From: Antoine LECA (Antoine10646@leca-marti.org)
Date: Tue Dec 03 2002 - 16:50:54 EST
Hi folks,
This post is a bit long, so here is a resume:
- regarding the encodings of TMA, they are currently several possibilities,
so it should be possible to sort all "normal" cases with current characters.
- however, this shows that ISCII provides a characetr, INV, with no
counter part in Unicode. Perhaps this is the problem to be solved.
Andy White wrote on 2002-11-29 13:21:14Z:
>
> Marco wrote
>
>> - Does ISCII have a way to distinguish the two cases above
>> and the other possible combinations? I mean:
>> 1. Ta_Ma_Ligature,
>> 2. Khanda_Ta + Ma,
>> 3. Half_Ta + Ma,
>> 4. Ta + Virama + Ma.
>
>
> 1. Ta_Ma_Ligature is simply 'ta virama ma'
> 2. Khanda_Ta + Ma, is 'ta virama virama ma' (equivalent to 'ta virama zwnj ma')

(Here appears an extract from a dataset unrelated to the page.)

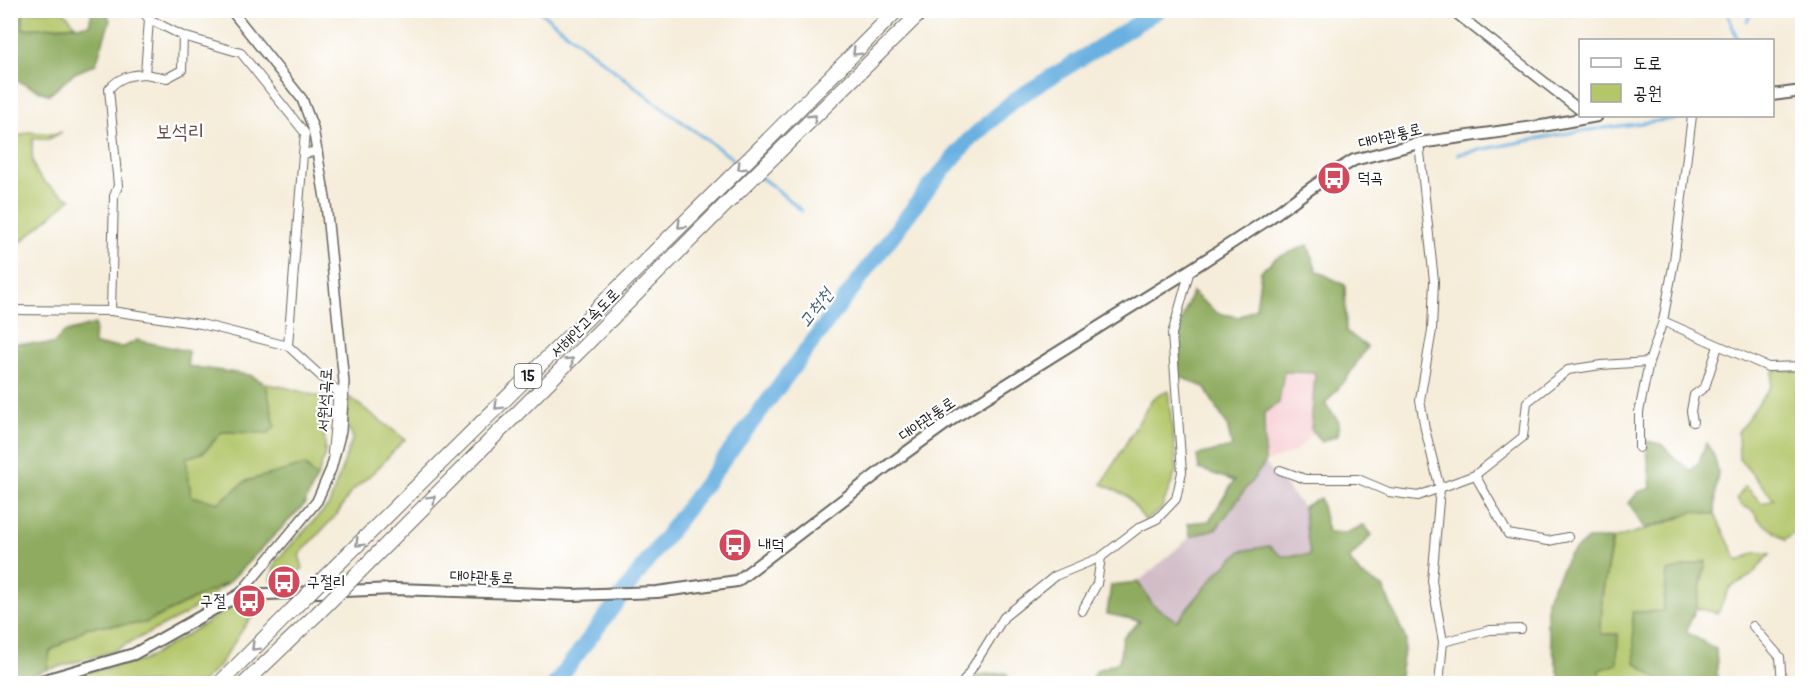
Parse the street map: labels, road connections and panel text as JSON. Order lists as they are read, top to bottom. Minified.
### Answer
{"streets":{"highway":["서해안고속도로","15"],"main road":["대야관통로","서원석곡로"]},"crossings":[["대야관통로","서원석곡로"]],"districts":["보석리"],"water":["고척천"],"places":{"bus stop":["덕곡","내덕","구절리","구절"]},"legend":["도로","공원"]}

> 3. Half_Ta + Ma is 'ta virama inv ma' (equivalent to 'ta virama zwj ma')
I fail to understand why it cannot (also) be coded as 'ta halant nukta ma'
using the "soft-halant" feature of ISCII, which is supposed to do just that
(see IS13194:1991 6.3.2)
I know iLeap (and ISFA in general) renders it incorrectly, but when I read
6.3.2 ("prevents it from combining with the following consonant"), I believe
that the iLeap software is in error here.
> 4. Ta + Virama + Ma should be 'ta virama virama inv ma' but this is not implemented in the iLeap application I am using!
I got an acceptable result with 'ta inv halant ma'. Of course this is a
complete hack (for example, a romanisation of the result will show the
incorrectness), but for visual purposes ony, it does the job. And since
Ta + visible halant is not supposed to be anything useful for normal writing
(i.e. only useful for school taughing or similar tasks, as I understand
things; at least no Bengali words are supposed to be written this way),
it seems to me
The problem I have, and it is very well synthetised by Andy and Marco here,
is that in ISCII-91 I see *three* mechanisms to vary the rendering
"Explicit halant", coded E8 E8, described in 6.3.1
"Soft Halant", coded E8 E9, described in 6.3.2
"Invisible consonant INV", coded D9, described in 6.4, which further
may combine with the other two, but is intended only for rendering
purpose
At the same time, Unicode (3.0) does only provide *two* mechanisms
inserting ZWNJ after virama, called "Explicit Virama"
inserting ZWJ after virama, called "Explicit Half-Consonant"
There is little doubt that "Explicit Virama" and "Explicit Halant" can be
paired: their descriptions are very similar.
However, I remember reading in Unicode 1.0 (unfortunately, I did have it
at hands) that the position at DA (INV consonant, according to ISCII-88)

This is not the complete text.